Second, in order to hold any prison official personally liable under 42 U.S.C. §1983, Plaintiff must state facts showing that official's personal involvement in the alleged wrongdoing. Rode v. Dellarciprete, 845 F.2d 1195, 1207 (3d Cir. 1987). When the defendant is an official with supervisory authority, one of two theories may pertain: (1) “Individual defendants who are policymakers may be liable under § 1983 if it is shown that such defendants, with deliberate indifference to the consequences, established and maintained a policy, practice or custom which directly caused [the] constitutional harm[;]” and (2) “[A] supervisor may be personally liable under § 1983 if he or she participated in violating the plaintiff's rights, directed others to violate them, or, as the person in charge, had knowledge of and acquiesced in his subordinates' violations.” A.M. ex rel. J.M.K. v. Luzerne Cnty. Juv. Det. Ctr., 372 F.3d 572, 586 (3d Cir. 2004) (first alteration in the original; internal quotation marks and citation omitted). As currently pled, Plaintiff's claims fail to establish Warden Clark's personal involvement in any alleged wrongdoing; however, the Court cannot presently determine whether further amendment in that regard would be futile. Therefore the claims against Warden Clark will be dismissed without prejudice.
Accordingly, after de novo review of the Complaint, the Magistrate Judge's Report and Recommendation, and all other relevant filings in this case, the following Order is entered:
NOW, this 25th day of August, 2022, IT IS ORDERED that Plaintiff's Motion for Leave to Proceed In Forma Pauperis, ECF No. [1], shall be, and hereby is, GRANTED. Accordingly, the Clerk is directed to file Plaintiff's complaint at a separate docket number.
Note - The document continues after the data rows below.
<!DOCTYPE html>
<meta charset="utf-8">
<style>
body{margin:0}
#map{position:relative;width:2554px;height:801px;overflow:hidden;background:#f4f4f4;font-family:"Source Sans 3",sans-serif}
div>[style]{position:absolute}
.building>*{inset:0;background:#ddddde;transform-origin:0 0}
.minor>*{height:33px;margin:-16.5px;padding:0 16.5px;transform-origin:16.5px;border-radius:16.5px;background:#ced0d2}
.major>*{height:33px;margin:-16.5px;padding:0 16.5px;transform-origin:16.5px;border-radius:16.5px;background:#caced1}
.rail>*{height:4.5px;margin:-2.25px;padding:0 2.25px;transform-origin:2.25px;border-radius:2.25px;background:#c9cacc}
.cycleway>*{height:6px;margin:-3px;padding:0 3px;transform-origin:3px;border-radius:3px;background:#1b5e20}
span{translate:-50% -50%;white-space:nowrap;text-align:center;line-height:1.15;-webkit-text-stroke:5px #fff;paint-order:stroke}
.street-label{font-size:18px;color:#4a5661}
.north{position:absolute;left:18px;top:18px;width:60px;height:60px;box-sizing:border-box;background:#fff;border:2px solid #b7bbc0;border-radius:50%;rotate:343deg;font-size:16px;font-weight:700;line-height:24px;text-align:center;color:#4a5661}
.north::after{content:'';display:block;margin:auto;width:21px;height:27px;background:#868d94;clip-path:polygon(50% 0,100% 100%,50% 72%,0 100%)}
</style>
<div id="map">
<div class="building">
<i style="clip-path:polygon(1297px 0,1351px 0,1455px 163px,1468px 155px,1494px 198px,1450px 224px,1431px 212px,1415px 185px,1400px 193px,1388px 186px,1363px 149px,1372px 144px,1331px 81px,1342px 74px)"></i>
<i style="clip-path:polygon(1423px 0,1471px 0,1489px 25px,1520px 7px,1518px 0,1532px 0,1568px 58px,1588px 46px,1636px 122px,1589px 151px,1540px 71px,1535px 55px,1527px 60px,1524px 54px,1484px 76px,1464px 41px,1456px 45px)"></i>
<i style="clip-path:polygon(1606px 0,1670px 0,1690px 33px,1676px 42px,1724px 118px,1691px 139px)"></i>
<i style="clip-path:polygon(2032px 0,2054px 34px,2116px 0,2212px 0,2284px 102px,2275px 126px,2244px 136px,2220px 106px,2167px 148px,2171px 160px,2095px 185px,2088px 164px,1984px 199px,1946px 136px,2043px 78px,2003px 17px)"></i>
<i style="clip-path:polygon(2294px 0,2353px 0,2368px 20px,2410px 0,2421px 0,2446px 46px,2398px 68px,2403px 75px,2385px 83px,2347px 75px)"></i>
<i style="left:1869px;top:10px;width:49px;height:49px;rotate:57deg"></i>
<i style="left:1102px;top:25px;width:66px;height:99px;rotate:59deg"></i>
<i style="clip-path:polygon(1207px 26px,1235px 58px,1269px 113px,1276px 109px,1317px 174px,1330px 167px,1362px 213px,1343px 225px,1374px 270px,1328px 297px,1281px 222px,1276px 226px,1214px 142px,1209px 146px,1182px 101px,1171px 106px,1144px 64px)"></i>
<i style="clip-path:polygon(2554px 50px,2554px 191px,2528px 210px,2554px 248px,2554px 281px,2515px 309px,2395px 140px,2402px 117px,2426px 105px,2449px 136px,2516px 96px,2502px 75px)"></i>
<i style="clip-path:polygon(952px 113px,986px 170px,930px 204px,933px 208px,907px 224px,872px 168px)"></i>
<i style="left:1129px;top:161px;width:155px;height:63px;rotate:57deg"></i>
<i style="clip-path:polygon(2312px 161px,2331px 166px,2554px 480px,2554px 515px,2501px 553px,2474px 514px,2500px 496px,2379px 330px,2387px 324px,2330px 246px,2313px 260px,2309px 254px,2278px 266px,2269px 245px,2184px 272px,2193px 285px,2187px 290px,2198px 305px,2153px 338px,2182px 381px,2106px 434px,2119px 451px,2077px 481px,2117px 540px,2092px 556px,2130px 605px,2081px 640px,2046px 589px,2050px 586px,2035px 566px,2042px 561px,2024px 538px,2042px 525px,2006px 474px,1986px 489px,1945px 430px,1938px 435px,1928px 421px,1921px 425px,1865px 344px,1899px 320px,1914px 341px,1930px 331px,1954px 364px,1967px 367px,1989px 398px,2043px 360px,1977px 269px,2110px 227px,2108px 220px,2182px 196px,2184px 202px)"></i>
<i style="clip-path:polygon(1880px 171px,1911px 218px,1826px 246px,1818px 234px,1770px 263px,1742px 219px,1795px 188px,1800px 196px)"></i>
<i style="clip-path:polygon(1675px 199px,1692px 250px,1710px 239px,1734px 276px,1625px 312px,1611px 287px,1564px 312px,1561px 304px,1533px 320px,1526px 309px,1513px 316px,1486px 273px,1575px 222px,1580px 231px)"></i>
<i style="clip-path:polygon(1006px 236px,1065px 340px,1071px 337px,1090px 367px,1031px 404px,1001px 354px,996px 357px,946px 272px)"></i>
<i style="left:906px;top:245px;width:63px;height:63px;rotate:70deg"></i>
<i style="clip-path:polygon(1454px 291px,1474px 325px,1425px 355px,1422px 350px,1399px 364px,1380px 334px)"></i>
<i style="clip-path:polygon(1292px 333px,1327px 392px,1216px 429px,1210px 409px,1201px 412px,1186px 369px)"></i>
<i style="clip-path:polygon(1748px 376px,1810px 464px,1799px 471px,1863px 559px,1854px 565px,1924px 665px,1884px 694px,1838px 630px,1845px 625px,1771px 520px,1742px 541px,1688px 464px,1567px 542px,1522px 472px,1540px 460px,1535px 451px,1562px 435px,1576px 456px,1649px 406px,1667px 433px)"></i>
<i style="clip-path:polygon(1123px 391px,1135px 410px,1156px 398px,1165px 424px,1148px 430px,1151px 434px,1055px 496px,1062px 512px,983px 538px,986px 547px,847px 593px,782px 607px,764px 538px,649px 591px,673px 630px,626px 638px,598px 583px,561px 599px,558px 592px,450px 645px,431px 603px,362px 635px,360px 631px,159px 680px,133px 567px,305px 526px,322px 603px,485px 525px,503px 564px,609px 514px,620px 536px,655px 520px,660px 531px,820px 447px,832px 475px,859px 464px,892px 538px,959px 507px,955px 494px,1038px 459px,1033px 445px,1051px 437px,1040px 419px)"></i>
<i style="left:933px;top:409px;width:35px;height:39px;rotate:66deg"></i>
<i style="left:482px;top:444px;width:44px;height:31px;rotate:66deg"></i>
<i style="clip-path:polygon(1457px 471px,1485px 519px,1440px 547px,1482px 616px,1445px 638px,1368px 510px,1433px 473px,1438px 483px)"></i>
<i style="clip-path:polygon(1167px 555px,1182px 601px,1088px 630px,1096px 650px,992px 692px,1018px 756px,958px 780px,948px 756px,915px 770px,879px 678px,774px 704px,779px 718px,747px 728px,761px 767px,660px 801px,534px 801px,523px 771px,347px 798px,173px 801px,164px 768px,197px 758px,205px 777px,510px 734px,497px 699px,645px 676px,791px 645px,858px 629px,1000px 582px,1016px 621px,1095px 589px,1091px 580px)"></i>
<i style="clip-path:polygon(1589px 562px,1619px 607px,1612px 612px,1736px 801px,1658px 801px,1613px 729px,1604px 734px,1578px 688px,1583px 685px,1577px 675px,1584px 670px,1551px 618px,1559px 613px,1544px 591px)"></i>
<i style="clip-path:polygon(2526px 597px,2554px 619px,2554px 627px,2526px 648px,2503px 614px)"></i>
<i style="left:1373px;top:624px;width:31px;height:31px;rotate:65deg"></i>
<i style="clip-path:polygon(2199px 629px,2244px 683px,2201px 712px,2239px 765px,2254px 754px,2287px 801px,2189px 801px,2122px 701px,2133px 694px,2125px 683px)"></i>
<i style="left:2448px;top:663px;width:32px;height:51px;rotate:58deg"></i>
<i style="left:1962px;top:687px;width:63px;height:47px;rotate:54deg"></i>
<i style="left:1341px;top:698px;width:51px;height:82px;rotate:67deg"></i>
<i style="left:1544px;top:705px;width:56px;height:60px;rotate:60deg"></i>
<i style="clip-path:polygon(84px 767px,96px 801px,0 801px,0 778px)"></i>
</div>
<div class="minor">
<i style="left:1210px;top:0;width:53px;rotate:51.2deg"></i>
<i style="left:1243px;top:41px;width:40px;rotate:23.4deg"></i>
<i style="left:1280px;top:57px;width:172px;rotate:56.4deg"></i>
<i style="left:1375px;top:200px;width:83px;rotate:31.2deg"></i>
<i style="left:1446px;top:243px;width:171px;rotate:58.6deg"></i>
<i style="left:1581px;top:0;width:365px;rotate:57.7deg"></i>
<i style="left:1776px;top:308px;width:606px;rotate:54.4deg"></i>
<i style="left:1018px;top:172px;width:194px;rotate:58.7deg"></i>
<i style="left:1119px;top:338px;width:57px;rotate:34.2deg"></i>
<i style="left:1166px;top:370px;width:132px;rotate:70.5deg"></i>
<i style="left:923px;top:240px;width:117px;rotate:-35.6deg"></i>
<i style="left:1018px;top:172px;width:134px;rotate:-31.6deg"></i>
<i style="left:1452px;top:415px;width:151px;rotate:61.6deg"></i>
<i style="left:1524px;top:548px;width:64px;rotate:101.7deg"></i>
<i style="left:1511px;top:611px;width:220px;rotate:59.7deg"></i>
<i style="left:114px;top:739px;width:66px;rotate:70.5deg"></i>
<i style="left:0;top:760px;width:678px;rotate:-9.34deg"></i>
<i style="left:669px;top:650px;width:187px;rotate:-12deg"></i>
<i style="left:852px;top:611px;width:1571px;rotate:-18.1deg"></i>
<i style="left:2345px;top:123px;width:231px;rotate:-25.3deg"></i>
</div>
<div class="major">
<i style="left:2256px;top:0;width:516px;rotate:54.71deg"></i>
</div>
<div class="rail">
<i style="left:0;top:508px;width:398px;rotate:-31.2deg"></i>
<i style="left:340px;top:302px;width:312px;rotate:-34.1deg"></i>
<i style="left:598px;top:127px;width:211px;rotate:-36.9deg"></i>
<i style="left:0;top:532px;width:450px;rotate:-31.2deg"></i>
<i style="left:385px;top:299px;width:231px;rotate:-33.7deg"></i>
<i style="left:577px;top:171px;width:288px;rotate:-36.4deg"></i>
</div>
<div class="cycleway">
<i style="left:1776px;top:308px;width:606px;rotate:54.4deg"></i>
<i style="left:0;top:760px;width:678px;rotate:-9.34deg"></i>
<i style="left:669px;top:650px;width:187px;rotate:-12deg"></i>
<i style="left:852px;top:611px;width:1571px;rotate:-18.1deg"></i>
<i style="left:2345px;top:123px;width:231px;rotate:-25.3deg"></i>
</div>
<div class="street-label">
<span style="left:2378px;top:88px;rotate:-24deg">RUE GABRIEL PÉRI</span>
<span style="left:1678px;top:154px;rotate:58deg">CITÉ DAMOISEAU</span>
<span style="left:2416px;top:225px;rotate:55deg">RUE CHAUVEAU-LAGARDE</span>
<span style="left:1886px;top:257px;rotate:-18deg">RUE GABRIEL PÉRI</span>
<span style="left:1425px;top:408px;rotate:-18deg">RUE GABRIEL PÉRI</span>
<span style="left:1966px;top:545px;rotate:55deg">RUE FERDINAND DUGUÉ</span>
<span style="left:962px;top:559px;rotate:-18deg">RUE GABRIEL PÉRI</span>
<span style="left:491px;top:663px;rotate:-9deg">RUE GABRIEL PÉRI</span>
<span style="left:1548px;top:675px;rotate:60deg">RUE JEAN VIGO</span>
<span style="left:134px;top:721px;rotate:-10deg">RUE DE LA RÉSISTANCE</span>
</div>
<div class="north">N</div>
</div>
IT IS FURTHER ORDERED that the Complaint in this case shall be, and hereby is, DISMISSED based upon Plaintiff's failure to state a claim upon which relief can be granted.
IT IS FURTHER ORDERED that Plaintiff's claims arising out of his slip and fall on February 12, 2018 are DISMISSED WITH PREJUDICE and without leave to amend, as further amendment would be futile.
IT IS FURTHER ORDERED that Plaintiff's claims against the Department of Corrections are DISMISSED without leave to amend, as further amendment would be futile.
IT IS FURTHER ORDERED that, to the extent Plaintiff is attempting to state a claim against Warden Michael Clark or other individual defendants arising out of the denial of medically necessary physical therapy, those claims are dismissed WITHOUT PREJUDICE and with leave to be reasserted in an amended complaint on or before September 16, 2022. In the event Plaintiff fails to amend his complaint by the foregoing date, the Court's dismissal will be converted to a dismissal WITH PREJUDICE, and the case will be marked “closed,” without further notice.
Finally, IT IS ORDERED that the Report and Recommendation of Magistrate Judge Lanzillo dated July 20, 2022, ECF No. [5], as modified herein, is adopted as the opinion of this Court.